DATA FOR THE TASK

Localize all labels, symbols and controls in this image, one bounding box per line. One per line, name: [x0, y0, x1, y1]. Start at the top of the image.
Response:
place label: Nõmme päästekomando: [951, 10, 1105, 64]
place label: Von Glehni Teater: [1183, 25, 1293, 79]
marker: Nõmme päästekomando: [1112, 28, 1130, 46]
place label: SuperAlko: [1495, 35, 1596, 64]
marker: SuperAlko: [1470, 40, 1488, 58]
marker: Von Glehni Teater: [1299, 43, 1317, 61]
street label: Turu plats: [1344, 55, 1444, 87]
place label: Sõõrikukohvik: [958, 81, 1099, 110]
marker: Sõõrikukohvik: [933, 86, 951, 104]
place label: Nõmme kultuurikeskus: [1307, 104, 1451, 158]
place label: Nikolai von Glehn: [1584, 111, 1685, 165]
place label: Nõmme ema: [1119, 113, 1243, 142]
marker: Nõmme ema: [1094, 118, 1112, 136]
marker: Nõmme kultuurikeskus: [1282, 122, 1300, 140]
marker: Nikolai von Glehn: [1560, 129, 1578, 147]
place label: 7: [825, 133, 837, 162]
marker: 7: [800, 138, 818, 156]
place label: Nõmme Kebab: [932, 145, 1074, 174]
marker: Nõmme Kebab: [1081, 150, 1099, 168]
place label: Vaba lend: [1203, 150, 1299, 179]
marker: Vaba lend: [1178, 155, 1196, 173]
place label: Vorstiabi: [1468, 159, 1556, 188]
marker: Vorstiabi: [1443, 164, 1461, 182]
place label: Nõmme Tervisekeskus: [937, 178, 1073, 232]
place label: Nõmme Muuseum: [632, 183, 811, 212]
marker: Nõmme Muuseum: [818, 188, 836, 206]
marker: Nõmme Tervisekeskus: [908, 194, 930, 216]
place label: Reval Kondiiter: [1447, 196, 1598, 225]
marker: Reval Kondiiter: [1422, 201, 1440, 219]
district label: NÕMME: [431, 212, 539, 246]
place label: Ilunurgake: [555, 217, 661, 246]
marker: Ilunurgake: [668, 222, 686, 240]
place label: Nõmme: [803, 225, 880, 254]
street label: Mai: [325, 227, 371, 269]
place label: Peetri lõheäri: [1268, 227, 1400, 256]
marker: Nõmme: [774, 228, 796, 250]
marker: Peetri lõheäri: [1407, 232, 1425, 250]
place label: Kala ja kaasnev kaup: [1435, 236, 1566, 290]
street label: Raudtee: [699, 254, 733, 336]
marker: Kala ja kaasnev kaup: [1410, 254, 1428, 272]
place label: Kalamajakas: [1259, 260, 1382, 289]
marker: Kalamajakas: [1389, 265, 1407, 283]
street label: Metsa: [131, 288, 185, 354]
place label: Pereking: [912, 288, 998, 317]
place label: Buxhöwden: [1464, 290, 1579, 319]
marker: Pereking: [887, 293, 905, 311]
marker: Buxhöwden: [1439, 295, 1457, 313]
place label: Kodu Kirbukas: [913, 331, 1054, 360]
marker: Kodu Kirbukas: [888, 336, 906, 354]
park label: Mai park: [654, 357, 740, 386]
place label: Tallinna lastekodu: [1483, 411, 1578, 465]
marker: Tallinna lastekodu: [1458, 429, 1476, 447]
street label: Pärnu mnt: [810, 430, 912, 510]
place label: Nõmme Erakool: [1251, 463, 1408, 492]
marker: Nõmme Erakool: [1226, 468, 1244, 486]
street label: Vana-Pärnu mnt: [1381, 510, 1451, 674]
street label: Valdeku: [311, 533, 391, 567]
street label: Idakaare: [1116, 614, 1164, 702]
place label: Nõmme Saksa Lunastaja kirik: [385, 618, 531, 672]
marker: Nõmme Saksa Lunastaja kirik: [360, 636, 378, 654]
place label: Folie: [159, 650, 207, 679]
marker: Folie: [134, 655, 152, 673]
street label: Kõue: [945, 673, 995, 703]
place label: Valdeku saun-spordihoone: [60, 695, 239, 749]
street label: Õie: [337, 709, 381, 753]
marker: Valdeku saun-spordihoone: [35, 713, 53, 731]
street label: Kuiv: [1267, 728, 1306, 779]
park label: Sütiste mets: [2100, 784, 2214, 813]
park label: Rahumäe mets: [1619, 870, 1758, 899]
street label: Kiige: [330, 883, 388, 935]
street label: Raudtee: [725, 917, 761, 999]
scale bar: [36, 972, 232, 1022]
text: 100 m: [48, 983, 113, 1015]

WORK TO COMPLETE
All the material above is to be returned exactly as it stands.

RESPONSE AREA
Localize all labels, symbols and controls in this image, one bounding box per line. One per line, name: [x0, y0, x1, y1]. Start at the top of the image.
Response:
place label: Nõmme päästekomando: [951, 10, 1105, 64]
place label: Von Glehni Teater: [1183, 25, 1293, 79]
marker: Nõmme päästekomando: [1112, 28, 1130, 46]
place label: SuperAlko: [1495, 35, 1596, 64]
marker: SuperAlko: [1470, 40, 1488, 58]
marker: Von Glehni Teater: [1299, 43, 1317, 61]
street label: Turu plats: [1344, 55, 1444, 87]
place label: Sõõrikukohvik: [958, 81, 1099, 110]
marker: Sõõrikukohvik: [933, 86, 951, 104]
place label: Nõmme kultuurikeskus: [1307, 104, 1451, 158]
place label: Nikolai von Glehn: [1584, 111, 1685, 165]
place label: Nõmme ema: [1119, 113, 1243, 142]
marker: Nõmme ema: [1094, 118, 1112, 136]
marker: Nõmme kultuurikeskus: [1282, 122, 1300, 140]
marker: Nikolai von Glehn: [1560, 129, 1578, 147]
place label: 7: [825, 133, 837, 162]
marker: 7: [800, 138, 818, 156]
place label: Nõmme Kebab: [932, 145, 1074, 174]
marker: Nõmme Kebab: [1081, 150, 1099, 168]
place label: Vaba lend: [1203, 150, 1299, 179]
marker: Vaba lend: [1178, 155, 1196, 173]
place label: Vorstiabi: [1468, 159, 1556, 188]
marker: Vorstiabi: [1443, 164, 1461, 182]
place label: Nõmme Tervisekeskus: [937, 178, 1073, 232]
place label: Nõmme Muuseum: [632, 183, 811, 212]
marker: Nõmme Muuseum: [818, 188, 836, 206]
marker: Nõmme Tervisekeskus: [908, 194, 930, 216]
place label: Reval Kondiiter: [1447, 196, 1598, 225]
marker: Reval Kondiiter: [1422, 201, 1440, 219]
district label: NÕMME: [431, 212, 539, 246]
place label: Ilunurgake: [555, 217, 661, 246]
marker: Ilunurgake: [668, 222, 686, 240]
place label: Nõmme: [803, 225, 880, 254]
street label: Mai: [325, 227, 371, 269]
place label: Peetri lõheäri: [1268, 227, 1400, 256]
marker: Nõmme: [774, 228, 796, 250]
marker: Peetri lõheäri: [1407, 232, 1425, 250]
place label: Kala ja kaasnev kaup: [1435, 236, 1566, 290]
street label: Raudtee: [699, 254, 733, 336]
marker: Kala ja kaasnev kaup: [1410, 254, 1428, 272]
place label: Kalamajakas: [1259, 260, 1382, 289]
marker: Kalamajakas: [1389, 265, 1407, 283]
street label: Metsa: [131, 288, 185, 354]
place label: Pereking: [912, 288, 998, 317]
place label: Buxhöwden: [1464, 290, 1579, 319]
marker: Pereking: [887, 293, 905, 311]
marker: Buxhöwden: [1439, 295, 1457, 313]
place label: Kodu Kirbukas: [913, 331, 1054, 360]
marker: Kodu Kirbukas: [888, 336, 906, 354]
park label: Mai park: [654, 357, 740, 386]
place label: Tallinna lastekodu: [1483, 411, 1578, 465]
marker: Tallinna lastekodu: [1458, 429, 1476, 447]
street label: Pärnu mnt: [810, 430, 912, 510]
place label: Nõmme Erakool: [1251, 463, 1408, 492]
marker: Nõmme Erakool: [1226, 468, 1244, 486]
street label: Vana-Pärnu mnt: [1381, 510, 1451, 674]
street label: Valdeku: [311, 533, 391, 567]
street label: Idakaare: [1116, 614, 1164, 702]
place label: Nõmme Saksa Lunastaja kirik: [385, 618, 531, 672]
marker: Nõmme Saksa Lunastaja kirik: [360, 636, 378, 654]
place label: Folie: [159, 650, 207, 679]
marker: Folie: [134, 655, 152, 673]
street label: Kõue: [945, 673, 995, 703]
place label: Valdeku saun-spordihoone: [60, 695, 239, 749]
street label: Õie: [337, 709, 381, 753]
marker: Valdeku saun-spordihoone: [35, 713, 53, 731]
street label: Kuiv: [1267, 728, 1306, 779]
park label: Sütiste mets: [2100, 784, 2214, 813]
park label: Rahumäe mets: [1619, 870, 1758, 899]
street label: Kiige: [330, 883, 388, 935]
street label: Raudtee: [725, 917, 761, 999]
scale bar: [36, 972, 232, 1022]
text: 100 m: [48, 983, 113, 1015]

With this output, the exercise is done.